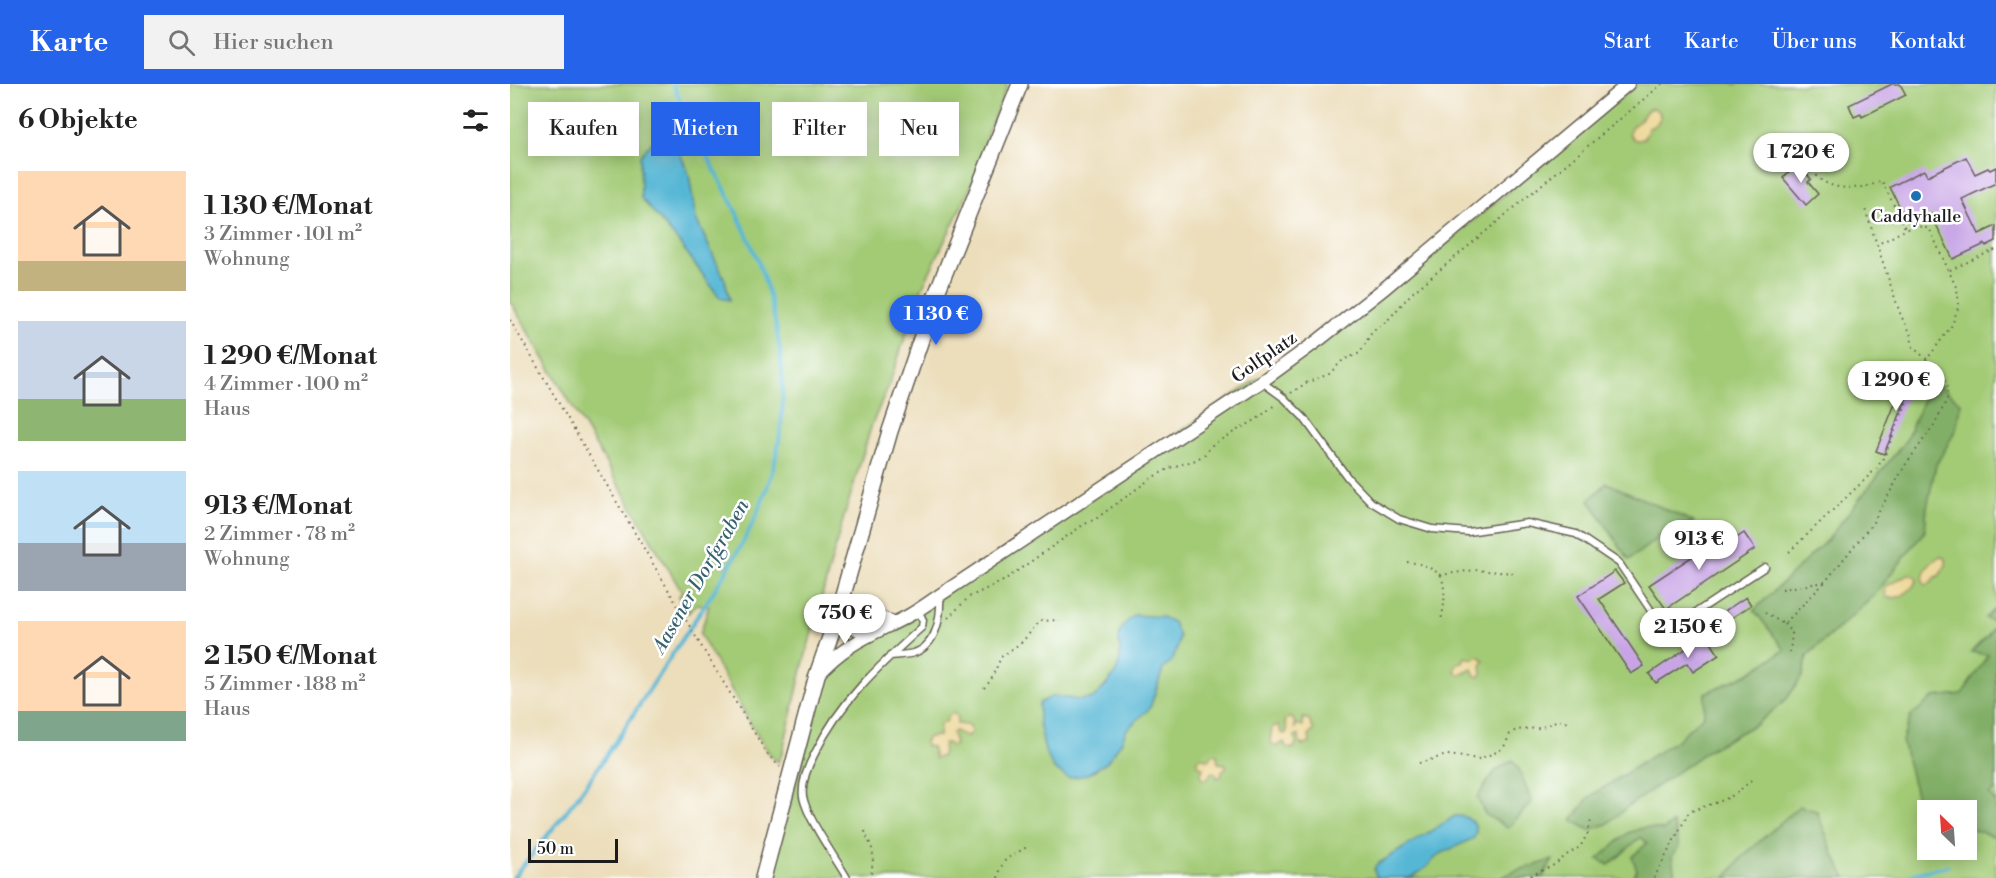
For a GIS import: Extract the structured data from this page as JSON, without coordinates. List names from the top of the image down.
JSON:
{
  "streets": {
    "street": ["Golfplatz"]
  },
  "water": ["Aasener Dorfgraben"],
  "places": ["Caddyhalle"],
  "scale_bar": "50 m",
  "north": "top left",
  "page": {
    "header": "Karte",
    "search": "Hier suchen",
    "nav": [
      "Start",
      "Karte",
      "Über uns",
      "Kontakt"
    ],
    "heading": "6 Objekte",
    "chip": [
      "Kaufen",
      "Mieten",
      "Filter",
      "Neu"
    ],
    "price": [
      "1 720 €",
      "1 130 €",
      "1 290 €",
      "913 €",
      "750 €",
      "2 150 €"
    ],
    "list": [
      {
        "name": "1 130 €/Monat",
        "note": "3 Zimmer · 101 m² · Wohnung"
      },
      {
        "name": "1 290 €/Monat",
        "note": "4 Zimmer · 100 m² · Haus"
      },
      {
        "name": "913 €/Monat",
        "note": "2 Zimmer · 78 m² · Wohnung"
      },
      {
        "name": "2 150 €/Monat",
        "note": "5 Zimmer · 188 m² · Haus"
      }
    ],
    "scale": "50 m"
  }
}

..........

What this task involves: The entries above are to be copied exactly, with every picture left out.

Exercise answer:
For a GIS import: Extract the structured data from this page as JSON, without coordinates. List names from the top of the image down.
JSON:
{
  "streets": {
    "street": ["Golfplatz"]
  },
  "water": ["Aasener Dorfgraben"],
  "places": ["Caddyhalle"],
  "scale_bar": "50 m",
  "north": "top left",
  "page": {
    "header": "Karte",
    "search": "Hier suchen",
    "nav": [
      "Start",
      "Karte",
      "Über uns",
      "Kontakt"
    ],
    "heading": "6 Objekte",
    "chip": [
      "Kaufen",
      "Mieten",
      "Filter",
      "Neu"
    ],
    "price": [
      "1 720 €",
      "1 130 €",
      "1 290 €",
      "913 €",
      "750 €",
      "2 150 €"
    ],
    "list": [
      {
        "name": "1 130 €/Monat",
        "note": "3 Zimmer · 101 m² · Wohnung"
      },
      {
        "name": "1 290 €/Monat",
        "note": "4 Zimmer · 100 m² · Haus"
      },
      {
        "name": "913 €/Monat",
        "note": "2 Zimmer · 78 m² · Wohnung"
      },
      {
        "name": "2 150 €/Monat",
        "note": "5 Zimmer · 188 m² · Haus"
      }
    ],
    "scale": "50 m"
  }
}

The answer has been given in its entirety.